*Prompt*.
Check every line below for the string "rule", and copy the lines that contain it.

Stored data
#####

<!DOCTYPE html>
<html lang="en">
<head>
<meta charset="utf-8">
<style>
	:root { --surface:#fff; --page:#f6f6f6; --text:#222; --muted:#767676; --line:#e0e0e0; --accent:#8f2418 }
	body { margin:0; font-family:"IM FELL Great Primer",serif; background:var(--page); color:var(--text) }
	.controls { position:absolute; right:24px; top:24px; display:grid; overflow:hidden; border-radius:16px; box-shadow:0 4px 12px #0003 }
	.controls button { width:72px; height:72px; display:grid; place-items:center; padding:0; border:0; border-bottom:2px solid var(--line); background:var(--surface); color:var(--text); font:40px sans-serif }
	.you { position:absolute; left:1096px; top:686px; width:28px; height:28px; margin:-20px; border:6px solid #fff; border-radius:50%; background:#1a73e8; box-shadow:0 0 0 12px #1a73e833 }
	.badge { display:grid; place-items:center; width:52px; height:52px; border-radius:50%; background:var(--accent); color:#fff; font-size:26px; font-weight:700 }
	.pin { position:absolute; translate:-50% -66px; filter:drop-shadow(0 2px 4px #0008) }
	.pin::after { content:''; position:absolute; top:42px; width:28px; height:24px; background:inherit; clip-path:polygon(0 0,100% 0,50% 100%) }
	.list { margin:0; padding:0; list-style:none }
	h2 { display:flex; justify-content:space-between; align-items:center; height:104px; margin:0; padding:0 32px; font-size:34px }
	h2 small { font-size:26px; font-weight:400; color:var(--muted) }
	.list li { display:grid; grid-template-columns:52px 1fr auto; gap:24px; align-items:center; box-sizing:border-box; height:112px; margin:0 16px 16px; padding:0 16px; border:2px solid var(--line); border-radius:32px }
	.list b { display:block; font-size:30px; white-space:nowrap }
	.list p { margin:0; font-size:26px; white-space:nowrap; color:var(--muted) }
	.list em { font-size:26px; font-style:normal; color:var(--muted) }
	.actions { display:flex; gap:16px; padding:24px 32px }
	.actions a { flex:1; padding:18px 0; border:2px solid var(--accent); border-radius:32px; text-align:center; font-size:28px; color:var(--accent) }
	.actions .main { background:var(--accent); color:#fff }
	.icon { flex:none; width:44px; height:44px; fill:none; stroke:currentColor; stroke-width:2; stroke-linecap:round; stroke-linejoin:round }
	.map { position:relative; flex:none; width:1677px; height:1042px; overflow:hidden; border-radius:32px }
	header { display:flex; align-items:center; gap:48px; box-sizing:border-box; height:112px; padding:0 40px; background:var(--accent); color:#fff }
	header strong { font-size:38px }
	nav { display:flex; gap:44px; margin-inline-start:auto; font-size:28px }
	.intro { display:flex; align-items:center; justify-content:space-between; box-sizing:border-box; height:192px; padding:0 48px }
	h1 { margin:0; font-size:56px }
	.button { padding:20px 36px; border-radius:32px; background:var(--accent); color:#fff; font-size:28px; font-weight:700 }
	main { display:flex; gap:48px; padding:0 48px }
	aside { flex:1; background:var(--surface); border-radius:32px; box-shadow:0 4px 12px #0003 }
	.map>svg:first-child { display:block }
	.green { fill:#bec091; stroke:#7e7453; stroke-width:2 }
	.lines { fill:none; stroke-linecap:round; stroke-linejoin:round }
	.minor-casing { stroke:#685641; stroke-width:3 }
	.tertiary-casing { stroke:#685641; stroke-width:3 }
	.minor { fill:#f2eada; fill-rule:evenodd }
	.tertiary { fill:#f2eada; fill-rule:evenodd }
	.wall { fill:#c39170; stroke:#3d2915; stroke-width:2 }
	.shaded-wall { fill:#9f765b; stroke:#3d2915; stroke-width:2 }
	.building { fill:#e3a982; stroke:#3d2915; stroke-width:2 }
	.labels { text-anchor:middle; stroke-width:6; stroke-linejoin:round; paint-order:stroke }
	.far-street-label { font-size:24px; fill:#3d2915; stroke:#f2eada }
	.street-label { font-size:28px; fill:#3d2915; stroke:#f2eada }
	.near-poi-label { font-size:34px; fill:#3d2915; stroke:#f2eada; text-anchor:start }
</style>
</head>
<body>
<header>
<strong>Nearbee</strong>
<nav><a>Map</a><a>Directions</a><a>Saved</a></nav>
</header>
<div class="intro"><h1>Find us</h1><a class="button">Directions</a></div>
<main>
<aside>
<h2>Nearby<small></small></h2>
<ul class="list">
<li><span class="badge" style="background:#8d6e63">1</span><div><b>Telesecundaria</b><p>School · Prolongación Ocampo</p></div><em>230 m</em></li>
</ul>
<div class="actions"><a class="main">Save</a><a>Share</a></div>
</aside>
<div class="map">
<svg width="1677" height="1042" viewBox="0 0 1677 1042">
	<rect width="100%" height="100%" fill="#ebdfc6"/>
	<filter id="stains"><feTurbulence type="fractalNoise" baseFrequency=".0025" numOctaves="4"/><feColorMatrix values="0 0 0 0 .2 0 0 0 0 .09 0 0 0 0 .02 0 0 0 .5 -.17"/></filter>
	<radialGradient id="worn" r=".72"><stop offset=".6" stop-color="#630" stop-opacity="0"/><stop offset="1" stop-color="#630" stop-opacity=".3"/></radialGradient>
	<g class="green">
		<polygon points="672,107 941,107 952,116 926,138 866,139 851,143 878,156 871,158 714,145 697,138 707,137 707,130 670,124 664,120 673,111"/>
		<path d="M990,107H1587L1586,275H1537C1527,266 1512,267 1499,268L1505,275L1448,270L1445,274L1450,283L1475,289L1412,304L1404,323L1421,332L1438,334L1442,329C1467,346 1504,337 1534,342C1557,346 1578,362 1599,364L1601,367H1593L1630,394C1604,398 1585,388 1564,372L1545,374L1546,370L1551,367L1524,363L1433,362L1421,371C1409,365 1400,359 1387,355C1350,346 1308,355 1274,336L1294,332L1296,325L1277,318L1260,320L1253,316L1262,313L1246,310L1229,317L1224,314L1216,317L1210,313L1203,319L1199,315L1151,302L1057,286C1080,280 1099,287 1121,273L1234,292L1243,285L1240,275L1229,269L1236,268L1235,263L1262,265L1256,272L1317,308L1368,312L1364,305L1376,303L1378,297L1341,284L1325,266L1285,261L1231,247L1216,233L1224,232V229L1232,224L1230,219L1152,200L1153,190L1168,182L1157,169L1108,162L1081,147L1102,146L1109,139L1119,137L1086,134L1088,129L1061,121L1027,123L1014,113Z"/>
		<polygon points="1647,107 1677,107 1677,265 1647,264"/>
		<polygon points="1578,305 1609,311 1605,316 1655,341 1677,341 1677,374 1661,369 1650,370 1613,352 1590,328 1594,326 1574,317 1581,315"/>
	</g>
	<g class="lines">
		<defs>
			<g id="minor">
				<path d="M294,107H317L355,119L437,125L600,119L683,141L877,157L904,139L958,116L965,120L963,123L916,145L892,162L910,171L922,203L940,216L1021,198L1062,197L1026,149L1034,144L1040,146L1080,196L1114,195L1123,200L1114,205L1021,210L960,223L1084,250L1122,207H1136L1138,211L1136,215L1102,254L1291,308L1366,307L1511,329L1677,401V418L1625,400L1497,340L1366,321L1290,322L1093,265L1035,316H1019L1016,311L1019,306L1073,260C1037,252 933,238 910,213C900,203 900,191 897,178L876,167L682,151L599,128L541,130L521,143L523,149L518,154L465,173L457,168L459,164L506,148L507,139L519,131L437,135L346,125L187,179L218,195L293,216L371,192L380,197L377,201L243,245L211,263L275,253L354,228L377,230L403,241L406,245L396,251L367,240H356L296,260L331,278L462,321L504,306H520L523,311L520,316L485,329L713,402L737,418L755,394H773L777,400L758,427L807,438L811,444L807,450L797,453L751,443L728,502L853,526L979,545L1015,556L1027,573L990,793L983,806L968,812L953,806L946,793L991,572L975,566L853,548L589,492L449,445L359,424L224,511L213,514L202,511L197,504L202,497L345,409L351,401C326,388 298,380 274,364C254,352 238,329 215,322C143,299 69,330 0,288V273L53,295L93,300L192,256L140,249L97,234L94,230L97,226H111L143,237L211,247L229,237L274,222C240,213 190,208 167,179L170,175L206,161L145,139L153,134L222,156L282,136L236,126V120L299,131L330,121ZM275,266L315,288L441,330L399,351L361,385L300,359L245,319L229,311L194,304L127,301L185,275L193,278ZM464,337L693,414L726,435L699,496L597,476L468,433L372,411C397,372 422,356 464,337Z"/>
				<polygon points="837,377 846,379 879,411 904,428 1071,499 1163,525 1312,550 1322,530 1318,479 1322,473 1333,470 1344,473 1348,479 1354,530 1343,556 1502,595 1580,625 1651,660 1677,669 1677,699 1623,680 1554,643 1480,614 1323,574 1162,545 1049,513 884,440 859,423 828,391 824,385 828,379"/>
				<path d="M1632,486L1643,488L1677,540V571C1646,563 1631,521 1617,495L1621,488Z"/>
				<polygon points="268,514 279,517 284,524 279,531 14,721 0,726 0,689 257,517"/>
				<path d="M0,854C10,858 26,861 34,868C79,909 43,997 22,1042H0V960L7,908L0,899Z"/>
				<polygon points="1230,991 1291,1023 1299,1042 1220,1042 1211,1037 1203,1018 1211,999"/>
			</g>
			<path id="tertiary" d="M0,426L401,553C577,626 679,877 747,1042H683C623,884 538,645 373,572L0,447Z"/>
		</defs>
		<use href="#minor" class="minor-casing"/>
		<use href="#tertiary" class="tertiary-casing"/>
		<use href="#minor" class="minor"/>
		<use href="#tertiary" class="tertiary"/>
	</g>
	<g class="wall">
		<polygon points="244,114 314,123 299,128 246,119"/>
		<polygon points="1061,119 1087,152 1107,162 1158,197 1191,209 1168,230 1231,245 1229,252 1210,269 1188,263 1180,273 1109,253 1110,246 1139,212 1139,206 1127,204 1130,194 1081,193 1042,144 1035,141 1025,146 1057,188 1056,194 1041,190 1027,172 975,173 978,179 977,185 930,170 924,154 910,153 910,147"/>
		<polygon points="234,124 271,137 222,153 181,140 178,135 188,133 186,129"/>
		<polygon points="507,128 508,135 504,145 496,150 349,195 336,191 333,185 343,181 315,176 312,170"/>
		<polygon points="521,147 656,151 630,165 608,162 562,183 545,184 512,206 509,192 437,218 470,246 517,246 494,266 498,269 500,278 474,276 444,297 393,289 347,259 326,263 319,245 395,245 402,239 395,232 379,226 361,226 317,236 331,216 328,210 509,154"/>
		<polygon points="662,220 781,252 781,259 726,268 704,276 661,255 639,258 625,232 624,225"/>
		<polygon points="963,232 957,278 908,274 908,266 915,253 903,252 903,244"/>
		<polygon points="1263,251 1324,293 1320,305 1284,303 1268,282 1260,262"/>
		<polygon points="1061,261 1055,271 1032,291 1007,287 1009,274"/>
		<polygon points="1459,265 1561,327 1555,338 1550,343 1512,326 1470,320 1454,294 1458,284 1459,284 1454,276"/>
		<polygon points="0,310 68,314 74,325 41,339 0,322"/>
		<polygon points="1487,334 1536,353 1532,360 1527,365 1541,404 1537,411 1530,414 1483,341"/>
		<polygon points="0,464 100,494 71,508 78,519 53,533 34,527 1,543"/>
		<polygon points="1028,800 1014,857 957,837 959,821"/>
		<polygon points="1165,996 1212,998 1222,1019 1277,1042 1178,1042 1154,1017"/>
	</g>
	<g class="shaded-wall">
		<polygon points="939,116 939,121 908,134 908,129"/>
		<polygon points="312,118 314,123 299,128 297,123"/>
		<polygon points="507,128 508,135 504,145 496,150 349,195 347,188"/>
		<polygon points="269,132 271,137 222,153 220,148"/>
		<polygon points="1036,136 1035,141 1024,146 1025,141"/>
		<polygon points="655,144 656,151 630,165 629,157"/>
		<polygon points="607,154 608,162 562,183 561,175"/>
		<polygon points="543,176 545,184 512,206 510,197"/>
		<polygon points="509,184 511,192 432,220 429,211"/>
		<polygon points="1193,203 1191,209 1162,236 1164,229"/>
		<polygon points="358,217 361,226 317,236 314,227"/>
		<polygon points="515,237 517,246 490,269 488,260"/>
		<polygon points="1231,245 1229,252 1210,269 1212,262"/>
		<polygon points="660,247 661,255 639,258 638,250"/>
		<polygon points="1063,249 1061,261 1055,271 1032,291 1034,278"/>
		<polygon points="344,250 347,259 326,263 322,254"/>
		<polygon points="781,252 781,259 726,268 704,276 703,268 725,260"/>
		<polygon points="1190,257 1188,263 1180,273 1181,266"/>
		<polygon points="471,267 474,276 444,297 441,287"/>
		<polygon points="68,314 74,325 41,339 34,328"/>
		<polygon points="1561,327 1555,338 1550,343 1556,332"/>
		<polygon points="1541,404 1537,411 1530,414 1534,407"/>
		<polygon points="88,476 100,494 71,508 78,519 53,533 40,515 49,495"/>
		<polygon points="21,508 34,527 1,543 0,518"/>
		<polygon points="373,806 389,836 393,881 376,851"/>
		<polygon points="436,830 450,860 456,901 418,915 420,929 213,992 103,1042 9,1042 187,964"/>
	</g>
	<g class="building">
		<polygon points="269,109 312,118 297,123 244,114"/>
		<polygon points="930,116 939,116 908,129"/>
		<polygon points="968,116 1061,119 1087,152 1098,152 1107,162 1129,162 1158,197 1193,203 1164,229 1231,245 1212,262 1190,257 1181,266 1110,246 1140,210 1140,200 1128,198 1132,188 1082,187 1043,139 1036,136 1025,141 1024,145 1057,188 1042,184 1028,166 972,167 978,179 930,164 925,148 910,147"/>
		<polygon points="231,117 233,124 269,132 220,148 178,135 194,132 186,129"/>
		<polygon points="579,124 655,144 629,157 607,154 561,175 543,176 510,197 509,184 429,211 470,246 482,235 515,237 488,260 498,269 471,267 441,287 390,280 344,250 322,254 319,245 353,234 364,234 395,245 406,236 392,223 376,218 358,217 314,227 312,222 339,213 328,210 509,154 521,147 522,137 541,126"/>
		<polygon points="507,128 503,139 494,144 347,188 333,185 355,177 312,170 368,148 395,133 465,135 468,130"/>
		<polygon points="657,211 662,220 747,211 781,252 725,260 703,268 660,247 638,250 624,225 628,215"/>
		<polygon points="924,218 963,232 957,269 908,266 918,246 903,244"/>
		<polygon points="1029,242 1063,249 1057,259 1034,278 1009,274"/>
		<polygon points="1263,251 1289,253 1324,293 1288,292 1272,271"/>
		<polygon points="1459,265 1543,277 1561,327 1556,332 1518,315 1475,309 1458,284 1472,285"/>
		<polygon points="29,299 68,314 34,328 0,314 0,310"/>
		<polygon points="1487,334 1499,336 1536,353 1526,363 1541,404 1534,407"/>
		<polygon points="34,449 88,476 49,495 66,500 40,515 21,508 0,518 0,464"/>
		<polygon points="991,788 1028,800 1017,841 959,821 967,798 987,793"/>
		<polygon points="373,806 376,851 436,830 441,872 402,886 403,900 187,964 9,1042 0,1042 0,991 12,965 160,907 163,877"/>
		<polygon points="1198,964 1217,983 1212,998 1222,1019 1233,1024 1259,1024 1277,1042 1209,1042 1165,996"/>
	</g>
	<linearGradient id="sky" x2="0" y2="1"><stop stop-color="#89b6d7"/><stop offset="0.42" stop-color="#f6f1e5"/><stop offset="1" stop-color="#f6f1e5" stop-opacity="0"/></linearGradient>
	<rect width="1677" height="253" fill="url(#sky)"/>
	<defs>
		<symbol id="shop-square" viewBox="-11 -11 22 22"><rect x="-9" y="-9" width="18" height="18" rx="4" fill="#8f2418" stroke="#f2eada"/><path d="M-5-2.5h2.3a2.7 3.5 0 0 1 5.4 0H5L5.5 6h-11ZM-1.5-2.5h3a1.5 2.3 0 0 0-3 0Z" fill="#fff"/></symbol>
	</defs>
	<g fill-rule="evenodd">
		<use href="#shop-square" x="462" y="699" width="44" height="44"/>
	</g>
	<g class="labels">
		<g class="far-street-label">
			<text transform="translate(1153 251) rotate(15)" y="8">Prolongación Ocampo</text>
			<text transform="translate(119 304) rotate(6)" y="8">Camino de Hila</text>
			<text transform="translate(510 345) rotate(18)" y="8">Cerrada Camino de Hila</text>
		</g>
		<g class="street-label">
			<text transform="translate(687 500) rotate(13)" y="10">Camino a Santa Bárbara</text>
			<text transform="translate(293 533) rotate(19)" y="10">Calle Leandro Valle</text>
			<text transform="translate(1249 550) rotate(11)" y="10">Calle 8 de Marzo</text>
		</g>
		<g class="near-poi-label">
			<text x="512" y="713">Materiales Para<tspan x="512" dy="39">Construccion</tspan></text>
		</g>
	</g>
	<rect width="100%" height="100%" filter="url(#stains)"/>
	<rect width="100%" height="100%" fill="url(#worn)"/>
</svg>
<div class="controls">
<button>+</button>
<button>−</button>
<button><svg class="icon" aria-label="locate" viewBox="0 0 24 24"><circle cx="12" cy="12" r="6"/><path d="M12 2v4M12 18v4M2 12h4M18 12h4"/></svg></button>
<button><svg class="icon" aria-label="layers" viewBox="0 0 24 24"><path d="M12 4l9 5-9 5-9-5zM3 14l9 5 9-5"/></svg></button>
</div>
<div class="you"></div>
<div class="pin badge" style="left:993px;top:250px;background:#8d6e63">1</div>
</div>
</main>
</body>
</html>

#####

*Your response*.
	.minor { fill:#f2eada; fill-rule:evenodd }
	.tertiary { fill:#f2eada; fill-rule:evenodd }
	<g fill-rule="evenodd">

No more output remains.